Segment Start: INFORMATION SUPPLIED

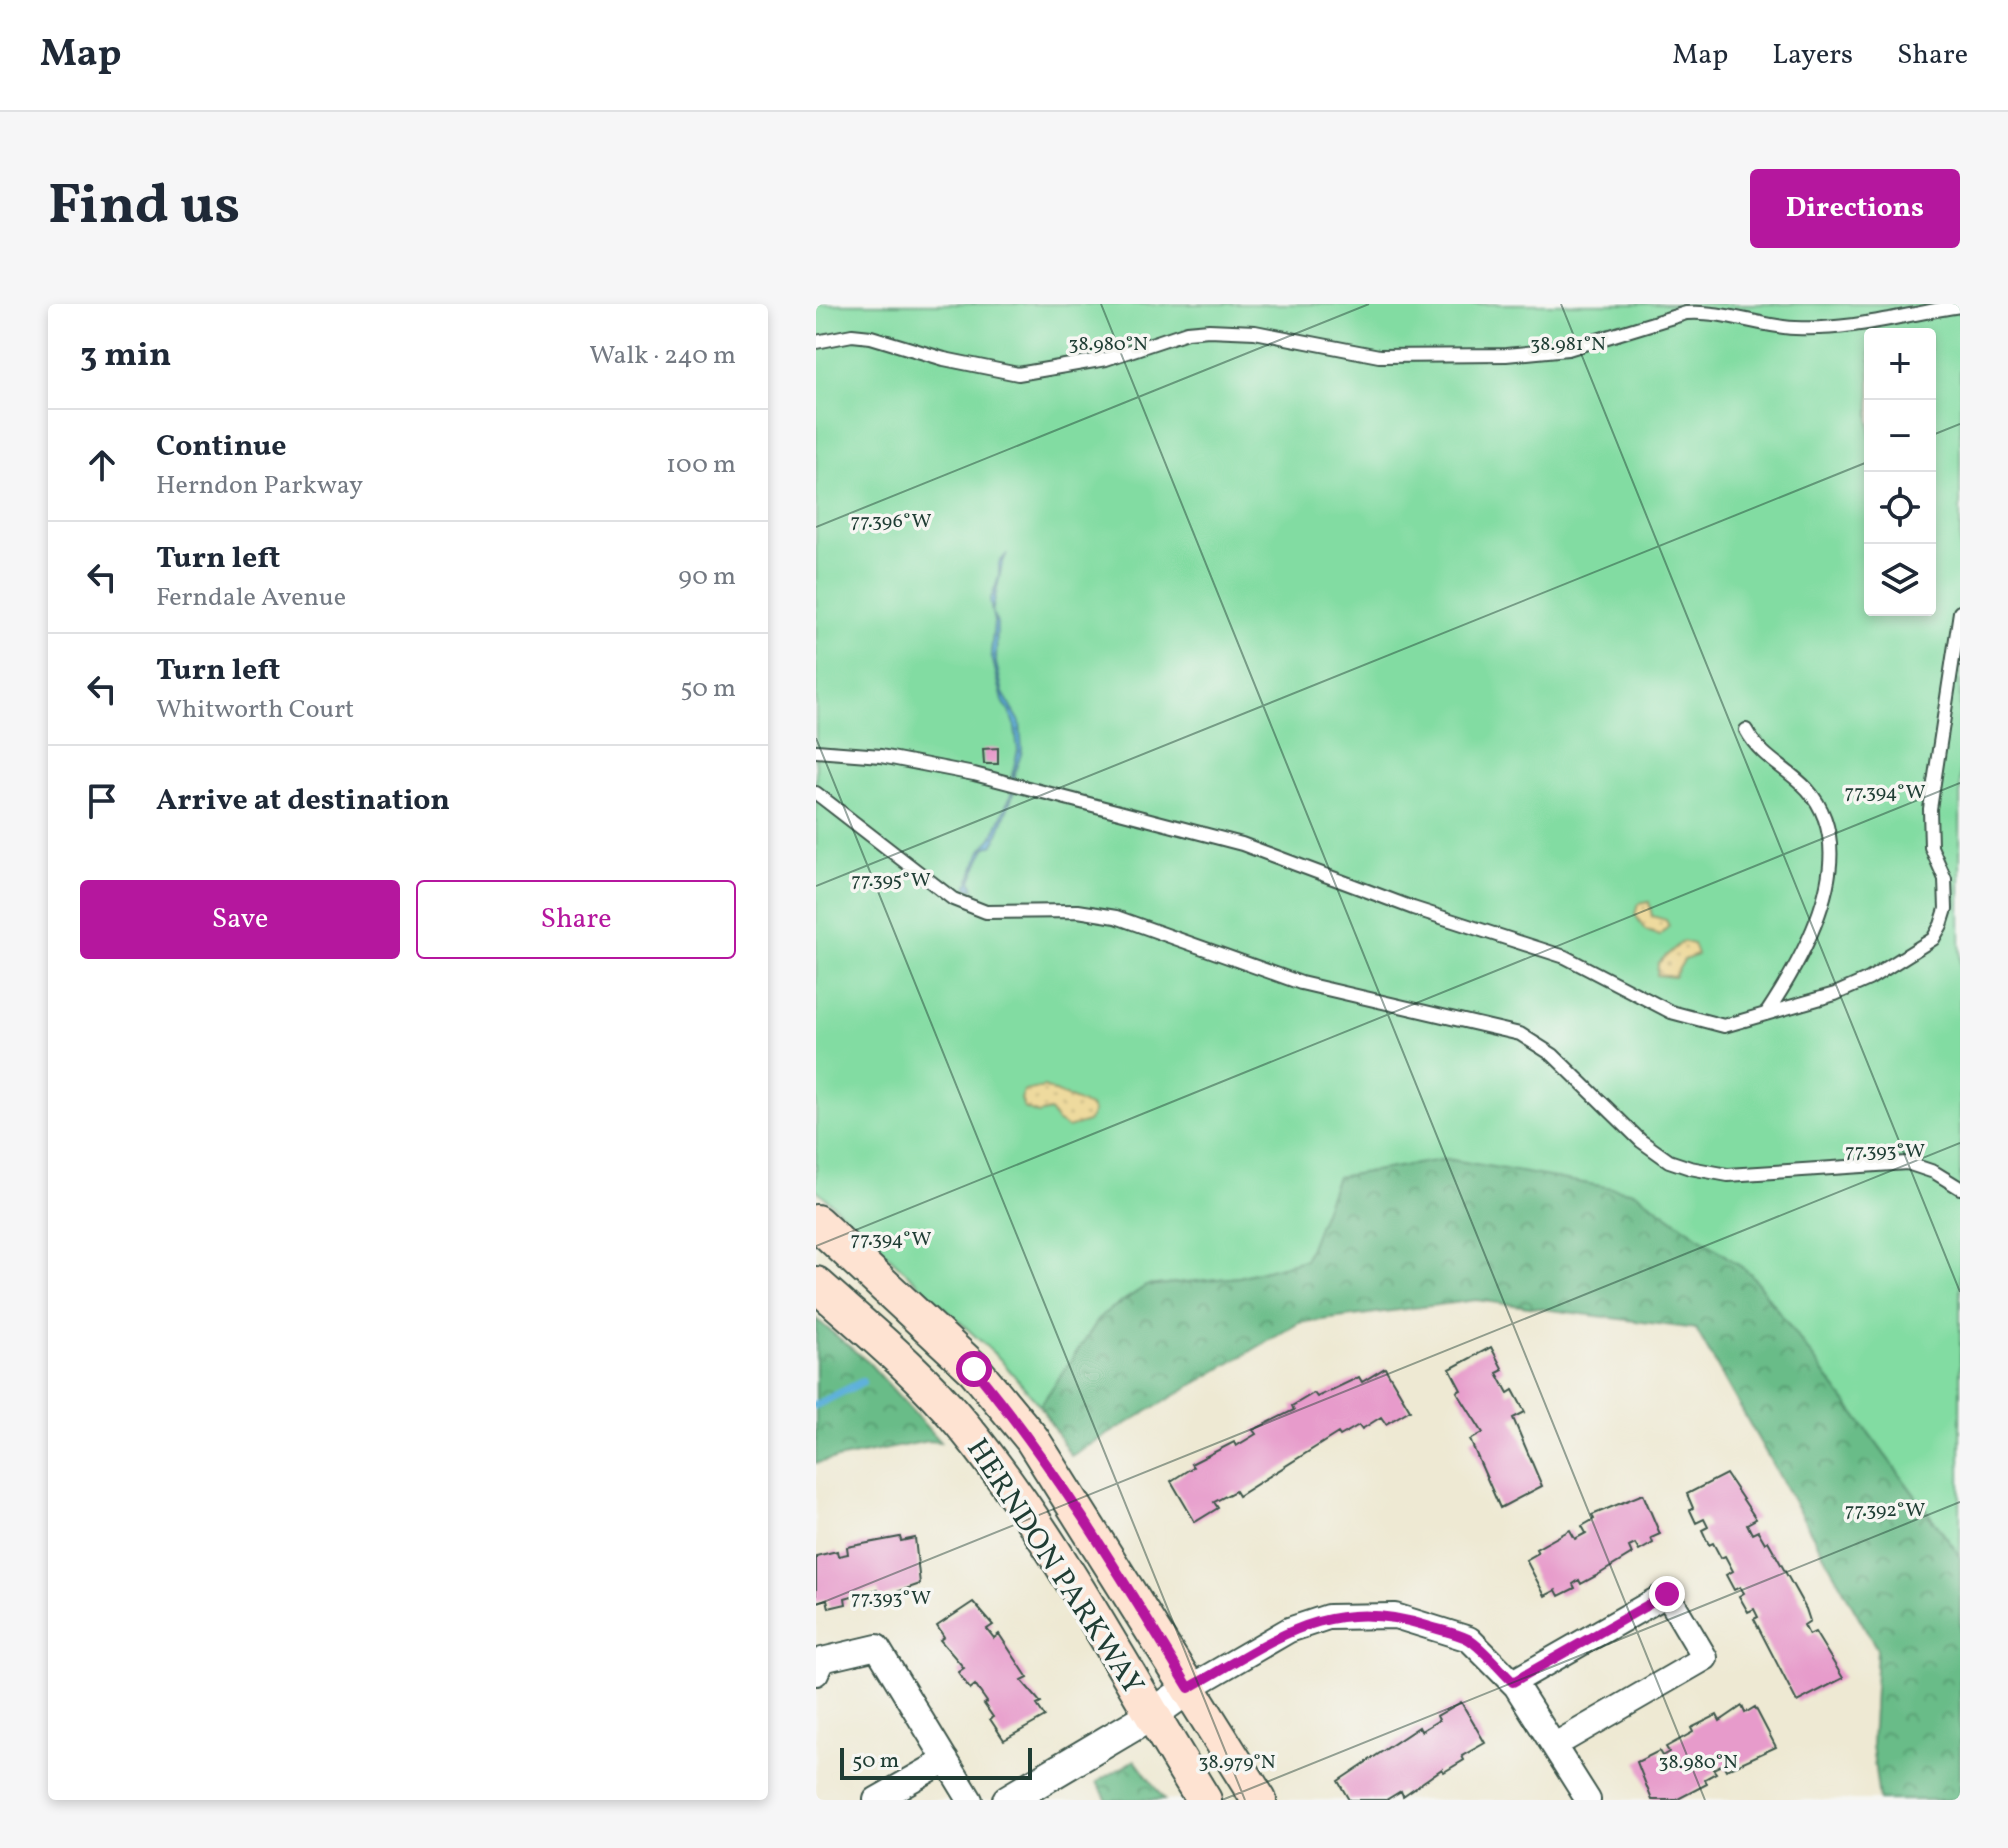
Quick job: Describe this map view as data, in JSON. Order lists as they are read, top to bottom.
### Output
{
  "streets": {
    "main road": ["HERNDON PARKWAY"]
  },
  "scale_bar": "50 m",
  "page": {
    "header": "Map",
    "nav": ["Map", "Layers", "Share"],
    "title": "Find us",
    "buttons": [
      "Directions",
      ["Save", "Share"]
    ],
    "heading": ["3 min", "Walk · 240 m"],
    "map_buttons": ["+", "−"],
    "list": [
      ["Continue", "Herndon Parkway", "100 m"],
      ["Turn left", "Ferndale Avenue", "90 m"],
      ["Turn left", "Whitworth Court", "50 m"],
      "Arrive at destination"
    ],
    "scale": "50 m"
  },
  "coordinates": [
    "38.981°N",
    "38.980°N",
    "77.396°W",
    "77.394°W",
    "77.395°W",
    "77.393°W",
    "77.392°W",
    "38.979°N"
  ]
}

Segment End: INFORMATION SUPPLIED

• [EXERCISE GOAL] Drop the pictures and reproduce the rest of the entries above exactly.

• [WRITTEN RESPONSE]
Quick job: Describe this map view as data, in JSON. Order lists as they are read, top to bottom.
### Output
{
  "streets": {
    "main road": ["HERNDON PARKWAY"]
  },
  "scale_bar": "50 m",
  "page": {
    "header": "Map",
    "nav": ["Map", "Layers", "Share"],
    "title": "Find us",
    "buttons": [
      "Directions",
      ["Save", "Share"]
    ],
    "heading": ["3 min", "Walk · 240 m"],
    "map_buttons": ["+", "−"],
    "list": [
      ["Continue", "Herndon Parkway", "100 m"],
      ["Turn left", "Ferndale Avenue", "90 m"],
      ["Turn left", "Whitworth Court", "50 m"],
      "Arrive at destination"
    ],
    "scale": "50 m"
  },
  "coordinates": [
    "38.981°N",
    "38.980°N",
    "77.396°W",
    "77.394°W",
    "77.395°W",
    "77.393°W",
    "77.392°W",
    "38.979°N"
  ]
}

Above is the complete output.